Go to the line below containing "position:absolute; right:12px; top:12px;" and print exactly from there through the line containing "width:36px; height:36px; display:grid;", both included. Print nothing else.
[Opening Dataset section]
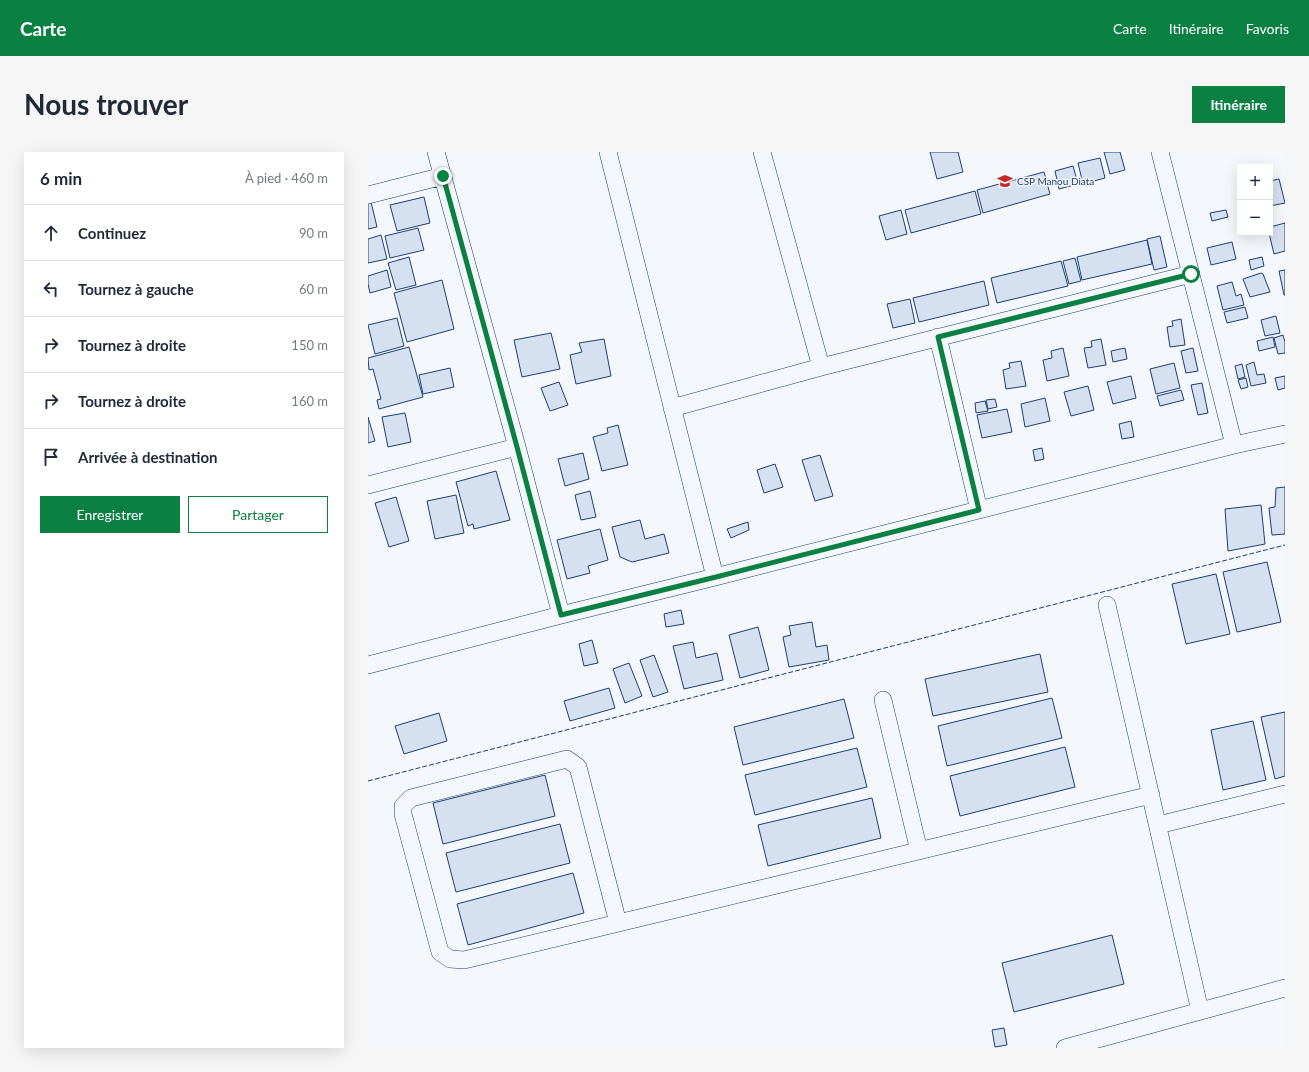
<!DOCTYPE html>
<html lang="fr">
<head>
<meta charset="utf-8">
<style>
	:root { --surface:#fff; --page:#f6f6f7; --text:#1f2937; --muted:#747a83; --line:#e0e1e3; --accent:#0b8043 }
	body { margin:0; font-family:Lato,sans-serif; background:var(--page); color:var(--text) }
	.controls { position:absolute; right:12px; top:12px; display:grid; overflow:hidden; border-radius:0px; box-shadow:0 4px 16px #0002 }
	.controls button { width:36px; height:36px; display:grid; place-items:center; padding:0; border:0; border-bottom:1px solid var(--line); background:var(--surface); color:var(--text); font:20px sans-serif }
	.stop { position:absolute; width:12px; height:12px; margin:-9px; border:3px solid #0b8043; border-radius:50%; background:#fff }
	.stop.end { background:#0b8043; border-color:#fff; box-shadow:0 1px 4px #0008 }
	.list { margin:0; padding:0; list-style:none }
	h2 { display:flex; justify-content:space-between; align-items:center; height:52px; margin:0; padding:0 16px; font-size:17px }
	h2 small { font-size:13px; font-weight:400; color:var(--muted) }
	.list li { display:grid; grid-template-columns:26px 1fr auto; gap:12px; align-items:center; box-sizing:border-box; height:56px; padding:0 16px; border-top:1px solid var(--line) }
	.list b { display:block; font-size:15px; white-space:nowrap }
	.list em { font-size:13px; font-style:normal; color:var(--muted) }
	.actions { display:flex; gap:8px; padding:12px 16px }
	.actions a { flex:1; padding:9px 0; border:1px solid var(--accent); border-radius:0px; text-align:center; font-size:14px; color:var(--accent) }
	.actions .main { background:var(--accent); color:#fff }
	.icon { flex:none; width:22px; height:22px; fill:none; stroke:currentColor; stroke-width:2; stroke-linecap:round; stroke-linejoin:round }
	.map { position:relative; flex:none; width:917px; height:896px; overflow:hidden; border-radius:0px }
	header { display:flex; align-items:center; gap:24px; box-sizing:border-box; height:56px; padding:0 20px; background:var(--accent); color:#fff }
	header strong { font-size:19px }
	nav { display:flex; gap:22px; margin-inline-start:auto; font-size:14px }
	.intro { display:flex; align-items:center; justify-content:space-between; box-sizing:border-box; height:96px; padding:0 24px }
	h1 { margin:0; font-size:28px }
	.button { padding:10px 18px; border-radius:0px; background:var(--accent); color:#fff; font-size:14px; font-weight:700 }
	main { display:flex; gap:24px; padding:0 24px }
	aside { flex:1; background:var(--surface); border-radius:0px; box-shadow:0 4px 16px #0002 }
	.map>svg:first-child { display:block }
	.building { fill:#d5e0f0; stroke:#1d3f73 }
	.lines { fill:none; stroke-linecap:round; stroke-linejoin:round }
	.minor-casing { stroke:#1d3f73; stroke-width:18 }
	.minor { stroke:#f4f7fb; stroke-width:17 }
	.fence { stroke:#1d3f73; stroke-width:1; stroke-dasharray:5 2; stroke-linecap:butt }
	.route { stroke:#0b8043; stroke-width:5 }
	.labels { text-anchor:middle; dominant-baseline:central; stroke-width:3; stroke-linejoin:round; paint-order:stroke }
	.poi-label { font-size:10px; fill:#1d3f73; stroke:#f4f7fb; text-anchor:start }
</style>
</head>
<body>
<header>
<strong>Carte</strong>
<nav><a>Carte</a><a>Itinéraire</a><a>Favoris</a></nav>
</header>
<div class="intro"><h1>Nous trouver</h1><a class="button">Itinéraire</a></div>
<main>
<aside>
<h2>6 min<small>À pied · 460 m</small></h2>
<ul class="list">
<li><svg class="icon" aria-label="ahead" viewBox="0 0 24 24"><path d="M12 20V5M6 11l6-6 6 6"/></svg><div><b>Continuez</b></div><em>90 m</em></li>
<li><svg class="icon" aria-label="left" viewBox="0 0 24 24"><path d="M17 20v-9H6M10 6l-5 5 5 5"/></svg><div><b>Tournez à gauche</b></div><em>60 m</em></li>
<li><svg class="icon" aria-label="right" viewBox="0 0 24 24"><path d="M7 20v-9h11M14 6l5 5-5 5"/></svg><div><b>Tournez à droite</b></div><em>150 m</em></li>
<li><svg class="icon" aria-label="right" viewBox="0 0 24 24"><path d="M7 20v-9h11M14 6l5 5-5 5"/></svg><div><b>Tournez à droite</b></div><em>160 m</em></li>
<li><svg class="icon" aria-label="arrive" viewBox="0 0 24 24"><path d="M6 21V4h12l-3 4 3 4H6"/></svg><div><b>Arrivée à destination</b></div></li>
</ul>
<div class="actions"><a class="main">Enregistrer</a><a>Partager</a></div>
</aside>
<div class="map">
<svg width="917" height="896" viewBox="0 0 917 896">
	<rect width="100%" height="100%" fill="#f4f7fb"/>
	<!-- building -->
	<path class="building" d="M562,0h28l5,20 -26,7z
		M736,0h16l5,18 -15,4z
		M732,6l5,20 -22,6 -5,-21z
		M705,14l5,18 -19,5 -4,-18z
		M676,20l6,22 -67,19 -6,-23z
		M911,27l6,24 -15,3v-25z
		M607,39l6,23 -70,19 -6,-23z
		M56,45l6,26 -33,8 -7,-26z
		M3,50l6,25 -9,2v-26z
		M533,58l6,24 -21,6 -7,-24z
		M858,58l2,7 -16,4 -2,-8z
		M917,71v28l-11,3 -5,-21h1v-6z
		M50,76l6,22 -34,8 -5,-22z
		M13,83l6,24 -19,4v-24z
		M792,84l7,31 -13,3 -7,-31z
		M779,88l5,24 -70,16 -5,-23z
		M864,90l4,17 -25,6 -4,-17z
		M41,105l7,28 -20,5 -8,-27z
		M894,105l2,9 -13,4 -2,-10z
		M707,106l6,23 -12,3 -6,-23z
		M693,109l7,25 -71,17 -6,-25z
		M19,118l4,17 -21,6 -2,-9v-8z
		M917,118v25h-1l-5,-24z
		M893,121l2,1 7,18 -20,5 -7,-18z
		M74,128l12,49 -47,13 -13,-49z
		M616,129l5,24 -70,17 -6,-24z
		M864,130l4,14 5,-2 3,11 -21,5 -6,-24z
		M542,147l5,24 -22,5 -6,-24z
		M877,155l3,11 -21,5 -3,-11z
		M908,164l4,17 -15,3 -4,-16z
		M29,166l7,28 -29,8 -7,-29z
		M813,167l4,26 -15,2 -3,-20 6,-1 -1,-5z
		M183,181l9,36 -38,8 -8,-37z
		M915,183l2,7v11l-7,1 -4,-16z
		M905,185l2,10 -16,4 -2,-10z
		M236,187l7,37 -35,8 -6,-29 12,-3 -3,-9z
		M733,187l5,26 -18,3 -4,-20 8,-1 -1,-6z
		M41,195l14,50 -44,12 -2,-9 4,-1 -8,-30 -4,1 -1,-12z
		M695,196l6,28 -22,5 -4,-21 9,-2 -1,-7z
		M757,196l2,11 -14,3 -2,-11z
		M825,196l5,23 -12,2 -5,-22z
		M653,209l5,25 -20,3 -3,-19 7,-2 -1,-5z
		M886,210l3,13 7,-1 2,9 -15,3 -5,-21z
		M806,211l6,25 -24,6 -6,-25z
		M874,212l3,13 -7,2 -3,-13z
		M82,216l4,19 -31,7 -4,-19z
		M763,224l5,22 -23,6 -6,-22z
		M917,224v12l-7,2 -3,-12z
		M878,226l2,9 -7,2 -3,-9z
		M191,230l9,23 -18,6 -9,-23z
		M834,231l6,30 -10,2 -7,-30z
		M720,234l6,24 -23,6 -7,-24z
		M813,238l3,10 -24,6 -3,-10z
		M677,246l5,23 -25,6 -4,-23z
		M627,247l2,8 -9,2 -2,-9z
		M617,249l3,10 -12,2 -1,-10z
		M639,257l5,23 -30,6 -5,-23z
		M37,261l6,29 -23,5 -6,-30z
		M0,265l7,24 -7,2z
		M763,269l3,16 -12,2 -3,-15z
		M250,273l10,40 -26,6 -9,-34 15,-4 -1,-5z
		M674,296l2,11 -9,2 -2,-11z
		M215,301l6,26 -24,7 -7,-27z
		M452,303l13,41 -18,5 -13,-41z
		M407,312l8,23 -19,6 -7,-23z
		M128,319l14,49 -36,9 -1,-5 -5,2 -12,-44z
		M917,335v47l-13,1 -3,-27 6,-1 1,-19z
		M222,339l6,26 -15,3 -6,-25z
		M88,343l8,38 -29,6 -8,-38z
		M28,345l13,44 -20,6 -14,-44z
		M893,353l4,39 -37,7 -3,-42z
		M272,368l5,19 19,-5 5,19 -37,9 -12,-5 -8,-30z
		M380,370l1,8 -18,8 -4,-9z
		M232,377l8,31 -20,6 2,7 -23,6 -10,-39z
		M899,410l14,60 -44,10 -14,-60z
		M848,422l14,60 -44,10 -14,-60z
		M313,458l3,14 -18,3 -2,-13z
		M444,470l4,25 11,-2 2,15 -40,7 -6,-30 8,-2 -2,-9z
		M390,475l11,43 -29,8 -11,-43z
		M224,488l6,23 -14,3 -5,-22z
		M325,490l3,16 21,-5 6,27 -39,9 -11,-43z
		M672,502l8,38 -115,24 -8,-37z
		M286,503l14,37 -15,5 -13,-37z
		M261,511l13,33 -17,7 -12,-34z
		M241,536l6,20 -45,13 -6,-20z
		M684,546l10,40 -115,28 -9,-40z
		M476,547l10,39 -111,27 -9,-38z
		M917,560v64l-10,3 -14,-62z
		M71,561l8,28 -43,13 -9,-28z
		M885,569l13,59 -43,10 -12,-60z
		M697,595l10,40 -115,29 -10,-40z
		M489,596l10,39 -112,28 -10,-40z
		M177,623l10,41 -112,28 -10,-41z
		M504,646l9,40 -113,28 -10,-41z
		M192,672l10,39 -114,29 -10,-39z
		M205,721l11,40 -116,32 -11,-41z
		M744,783l12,49 -110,28 -12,-49z
		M636,876l3,17 -12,2 -3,-17z"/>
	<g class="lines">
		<!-- minor casing -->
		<g class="minor-casing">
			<path id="minor" d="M68,0l81,295 44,168
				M240,0l107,425
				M394,0l59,215
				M792,0l74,293
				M0,43l75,-19
				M570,185l41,173
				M304,256l149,-41 370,-93
				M0,333l149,-38
				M739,453l93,406
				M0,513l193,-50 154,-38 519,-132 51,-11
				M515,548l36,151
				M790,673l127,-31
				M250,771l-40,-156 -11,-8 -156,39 -8,8v8l37,138 10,7 14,1 687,-165
				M697,896l220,-60"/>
		</g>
		<!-- minor -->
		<use href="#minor" class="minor"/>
		<!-- fence -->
		<path class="fence" d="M0,629l917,-236"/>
	</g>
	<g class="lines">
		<!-- route -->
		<path class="route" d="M75,24l74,271 44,168 155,-38 263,-67 -41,-173 253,-63"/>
	</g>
	<!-- icons -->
	<defs>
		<g id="school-bare" transform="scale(1.2)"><path d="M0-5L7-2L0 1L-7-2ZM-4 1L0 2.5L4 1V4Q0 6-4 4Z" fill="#c62828" stroke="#f4f7fb" stroke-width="2.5" paint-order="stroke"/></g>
	</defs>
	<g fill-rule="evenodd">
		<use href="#school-bare" x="637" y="29"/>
	</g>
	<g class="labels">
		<!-- poi labels -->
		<g class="poi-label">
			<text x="649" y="29">CSP Manou Diata</text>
		</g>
	</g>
</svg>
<div class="controls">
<button>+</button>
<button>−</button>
</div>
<div class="stop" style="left:823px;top:122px"></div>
<div class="stop end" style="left:75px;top:24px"></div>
</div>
</main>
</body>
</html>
[Closing Dataset section]
* **Task output**:
	.controls { position:absolute; right:12px; top:12px; display:grid; overflow:hidden; border-radius:0px; box-shadow:0 4px 16px #0002 }
	.controls button { width:36px; height:36px; display:grid; place-items:center; padding:0; border:0; border-bottom:1px solid var(--line); background:var(--surface); color:var(--text); font:20px sans-serif }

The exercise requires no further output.